No tactic is too low for Howard. His speciality lies in demonising people, particularly the hopeless. You won’t see any sympathy for Iraq families who have Bush’s goons crashing into their houses in the night, terrorising the occupants and dragging men away who might, or might not be guilty of defending their country. No regrets for the thousands of innocents slaughtered by the military and the mercenary in the streets, in their houses, from the air, and in the gulags. For Howard, talking tough, for whatever political benefit it may bring him, means that refugees are dehumanised, that Aboriginals are threatening to take over 80% of the country, and that trade unionists who fought for justice for the thousands of victims of the James Hardie asbestos industry, are nothing but ‘union thugs’.

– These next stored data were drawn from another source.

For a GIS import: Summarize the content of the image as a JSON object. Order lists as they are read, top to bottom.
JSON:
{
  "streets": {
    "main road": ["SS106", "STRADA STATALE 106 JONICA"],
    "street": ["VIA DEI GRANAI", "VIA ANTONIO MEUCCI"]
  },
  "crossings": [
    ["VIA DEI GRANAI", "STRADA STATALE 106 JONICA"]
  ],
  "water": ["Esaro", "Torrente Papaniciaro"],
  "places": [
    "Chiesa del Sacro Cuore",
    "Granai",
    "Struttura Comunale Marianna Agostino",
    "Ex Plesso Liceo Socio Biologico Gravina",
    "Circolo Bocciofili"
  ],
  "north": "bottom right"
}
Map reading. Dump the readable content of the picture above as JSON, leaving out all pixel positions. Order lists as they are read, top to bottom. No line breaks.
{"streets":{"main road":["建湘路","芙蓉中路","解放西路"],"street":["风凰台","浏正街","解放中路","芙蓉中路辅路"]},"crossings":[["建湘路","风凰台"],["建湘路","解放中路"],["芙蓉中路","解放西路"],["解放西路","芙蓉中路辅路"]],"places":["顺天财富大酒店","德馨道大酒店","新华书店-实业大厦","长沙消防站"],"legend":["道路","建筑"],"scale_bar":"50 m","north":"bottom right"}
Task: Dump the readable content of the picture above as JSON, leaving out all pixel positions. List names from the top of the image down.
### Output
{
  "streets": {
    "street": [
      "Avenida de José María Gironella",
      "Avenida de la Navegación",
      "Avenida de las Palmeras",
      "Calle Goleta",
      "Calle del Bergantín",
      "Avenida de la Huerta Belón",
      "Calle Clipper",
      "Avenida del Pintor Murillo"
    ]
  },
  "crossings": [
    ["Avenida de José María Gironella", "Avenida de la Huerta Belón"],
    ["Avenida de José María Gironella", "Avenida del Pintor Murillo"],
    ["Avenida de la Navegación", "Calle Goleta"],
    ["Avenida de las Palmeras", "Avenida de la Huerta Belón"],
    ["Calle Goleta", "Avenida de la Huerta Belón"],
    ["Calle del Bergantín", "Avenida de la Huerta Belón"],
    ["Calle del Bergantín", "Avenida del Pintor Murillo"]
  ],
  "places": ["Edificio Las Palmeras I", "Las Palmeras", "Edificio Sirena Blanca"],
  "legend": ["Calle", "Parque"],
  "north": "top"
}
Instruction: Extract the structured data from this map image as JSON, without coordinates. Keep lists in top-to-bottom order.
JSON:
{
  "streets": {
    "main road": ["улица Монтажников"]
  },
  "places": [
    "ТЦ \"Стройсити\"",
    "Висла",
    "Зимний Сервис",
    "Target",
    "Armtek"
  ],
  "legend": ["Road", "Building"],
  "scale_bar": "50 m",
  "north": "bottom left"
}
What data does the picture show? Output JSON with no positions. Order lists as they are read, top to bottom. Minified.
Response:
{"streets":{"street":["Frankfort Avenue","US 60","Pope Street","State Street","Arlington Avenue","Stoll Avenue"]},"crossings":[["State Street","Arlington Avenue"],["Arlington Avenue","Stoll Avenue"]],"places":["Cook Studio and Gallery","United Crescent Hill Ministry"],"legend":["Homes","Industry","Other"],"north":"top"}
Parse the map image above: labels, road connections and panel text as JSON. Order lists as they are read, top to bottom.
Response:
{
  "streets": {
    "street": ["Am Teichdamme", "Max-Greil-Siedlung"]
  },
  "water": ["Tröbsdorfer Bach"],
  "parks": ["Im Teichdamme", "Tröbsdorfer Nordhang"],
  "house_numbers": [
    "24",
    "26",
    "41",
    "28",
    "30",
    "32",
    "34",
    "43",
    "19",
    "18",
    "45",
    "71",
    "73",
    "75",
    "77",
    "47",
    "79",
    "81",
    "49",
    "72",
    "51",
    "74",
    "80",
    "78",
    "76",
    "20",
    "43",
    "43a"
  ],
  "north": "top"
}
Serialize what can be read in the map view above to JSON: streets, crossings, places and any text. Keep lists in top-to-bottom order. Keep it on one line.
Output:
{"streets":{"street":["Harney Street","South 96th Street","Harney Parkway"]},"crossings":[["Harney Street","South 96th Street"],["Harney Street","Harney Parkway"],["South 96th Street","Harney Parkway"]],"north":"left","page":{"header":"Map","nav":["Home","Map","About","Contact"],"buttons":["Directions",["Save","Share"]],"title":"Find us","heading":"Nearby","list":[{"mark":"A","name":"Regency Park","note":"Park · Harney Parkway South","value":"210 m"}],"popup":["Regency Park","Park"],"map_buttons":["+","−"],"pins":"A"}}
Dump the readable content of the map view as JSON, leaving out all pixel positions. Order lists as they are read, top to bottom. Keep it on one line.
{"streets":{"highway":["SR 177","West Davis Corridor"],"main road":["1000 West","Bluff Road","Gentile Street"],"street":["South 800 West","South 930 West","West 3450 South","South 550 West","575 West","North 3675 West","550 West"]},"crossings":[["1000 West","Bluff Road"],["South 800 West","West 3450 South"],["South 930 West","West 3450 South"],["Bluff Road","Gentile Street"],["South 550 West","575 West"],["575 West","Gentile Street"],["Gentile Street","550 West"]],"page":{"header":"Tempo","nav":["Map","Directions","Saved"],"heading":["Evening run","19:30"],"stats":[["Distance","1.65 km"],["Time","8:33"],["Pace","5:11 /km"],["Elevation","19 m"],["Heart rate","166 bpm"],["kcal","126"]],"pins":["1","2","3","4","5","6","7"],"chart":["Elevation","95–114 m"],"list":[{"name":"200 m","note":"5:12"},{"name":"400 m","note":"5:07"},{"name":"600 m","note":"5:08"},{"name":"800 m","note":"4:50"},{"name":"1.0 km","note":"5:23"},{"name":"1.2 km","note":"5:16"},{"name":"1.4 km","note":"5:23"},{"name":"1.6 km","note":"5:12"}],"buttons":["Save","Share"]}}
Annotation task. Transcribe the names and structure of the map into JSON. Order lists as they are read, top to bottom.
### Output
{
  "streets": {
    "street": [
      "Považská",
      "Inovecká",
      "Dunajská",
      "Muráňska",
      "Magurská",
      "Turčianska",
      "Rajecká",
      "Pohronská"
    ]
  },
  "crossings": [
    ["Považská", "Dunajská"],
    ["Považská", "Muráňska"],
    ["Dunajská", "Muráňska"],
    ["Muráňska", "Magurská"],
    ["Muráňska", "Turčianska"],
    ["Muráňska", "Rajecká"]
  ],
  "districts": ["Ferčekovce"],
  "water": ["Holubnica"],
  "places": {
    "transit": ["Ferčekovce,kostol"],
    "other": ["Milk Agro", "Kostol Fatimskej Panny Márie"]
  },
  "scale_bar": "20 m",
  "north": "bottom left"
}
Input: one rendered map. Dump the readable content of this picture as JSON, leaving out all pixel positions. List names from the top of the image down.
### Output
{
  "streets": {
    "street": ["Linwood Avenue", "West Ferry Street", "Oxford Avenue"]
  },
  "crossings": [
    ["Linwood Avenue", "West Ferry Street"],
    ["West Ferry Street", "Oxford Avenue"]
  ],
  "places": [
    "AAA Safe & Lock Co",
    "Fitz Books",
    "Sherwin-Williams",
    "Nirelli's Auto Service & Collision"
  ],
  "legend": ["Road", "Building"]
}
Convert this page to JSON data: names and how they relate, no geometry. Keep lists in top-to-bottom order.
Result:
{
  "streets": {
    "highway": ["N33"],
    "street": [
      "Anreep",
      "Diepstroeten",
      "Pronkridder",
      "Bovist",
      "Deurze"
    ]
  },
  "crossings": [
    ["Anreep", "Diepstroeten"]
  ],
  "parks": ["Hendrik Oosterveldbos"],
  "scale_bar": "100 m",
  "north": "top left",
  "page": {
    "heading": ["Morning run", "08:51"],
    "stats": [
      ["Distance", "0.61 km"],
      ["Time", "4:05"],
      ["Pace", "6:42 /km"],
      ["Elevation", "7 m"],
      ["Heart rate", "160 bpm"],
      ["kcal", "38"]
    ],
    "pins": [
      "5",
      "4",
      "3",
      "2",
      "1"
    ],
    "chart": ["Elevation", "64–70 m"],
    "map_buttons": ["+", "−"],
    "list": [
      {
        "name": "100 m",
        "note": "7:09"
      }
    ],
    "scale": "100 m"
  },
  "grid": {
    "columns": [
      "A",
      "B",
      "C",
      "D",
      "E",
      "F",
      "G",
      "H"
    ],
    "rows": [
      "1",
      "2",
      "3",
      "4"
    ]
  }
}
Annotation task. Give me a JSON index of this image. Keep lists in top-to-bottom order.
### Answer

Nothing is more expendable for Howard, than the rights of individuals. Thus David Hicks could have rotted forever in Guantanamo Bay without charge, were it not for the political pressure brought to bear on him, finally seen as a threat to his re-election, and the only reason he acted on the issue. An Indian doctor distantly related to some terrorists in England? Never mind a complete lack of evidence, as revealed by the Keystone cops record of interview released by Mohamed Haneef’s lawyer. Never mind selectively leaked and incorrect information designed to influence the Haneef case, such as his SIM card being used to detonate a bomb. Even when all of this duplicity is exposed, Howard’s attack dog, Kevin Andrews, chooses to deport Dr Haneef. Why? Because he’s a foreigner, because he’s a muslim, because Howard sees a political advantage, and because little people with funny names don’t really matter.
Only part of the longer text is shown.